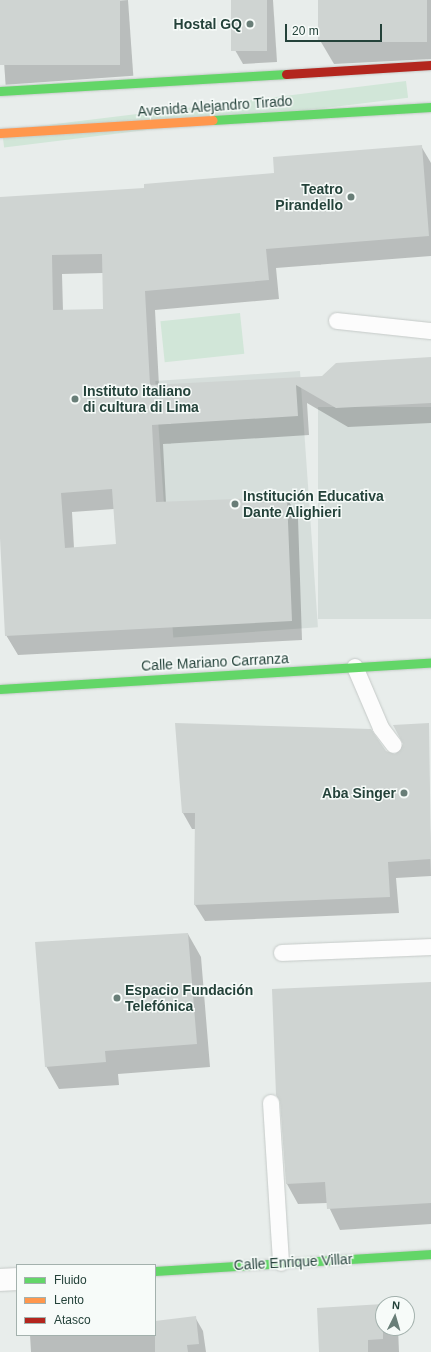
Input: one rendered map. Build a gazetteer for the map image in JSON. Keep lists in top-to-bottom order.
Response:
{
  "streets": {
    "main road": ["Avenida Alejandro Tirado", "Calle Mariano Carranza", "Calle Enrique Villar"]
  },
  "places": [
    "Hostal GQ",
    "Teatro Pirandello",
    "Instituto italiano di cultura di Lima",
    "Institución Educativa Dante Alighieri",
    "Aba Singer",
    "Espacio Fundación Telefónica"
  ],
  "legend": ["Fluido", "Lento", "Atasco"],
  "scale_bar": "20 m",
  "north": "top"
}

TASK TO COMPLETE
Would you please give the material above again, unchanged but without pictures?

COMPLETED TASK
Input: one rendered map. Build a gazetteer for the map image in JSON. Keep lists in top-to-bottom order.
Response:
{
  "streets": {
    "main road": ["Avenida Alejandro Tirado", "Calle Mariano Carranza", "Calle Enrique Villar"]
  },
  "places": [
    "Hostal GQ",
    "Teatro Pirandello",
    "Instituto italiano di cultura di Lima",
    "Institución Educativa Dante Alighieri",
    "Aba Singer",
    "Espacio Fundación Telefónica"
  ],
  "legend": ["Fluido", "Lento", "Atasco"],
  "scale_bar": "20 m",
  "north": "top"
}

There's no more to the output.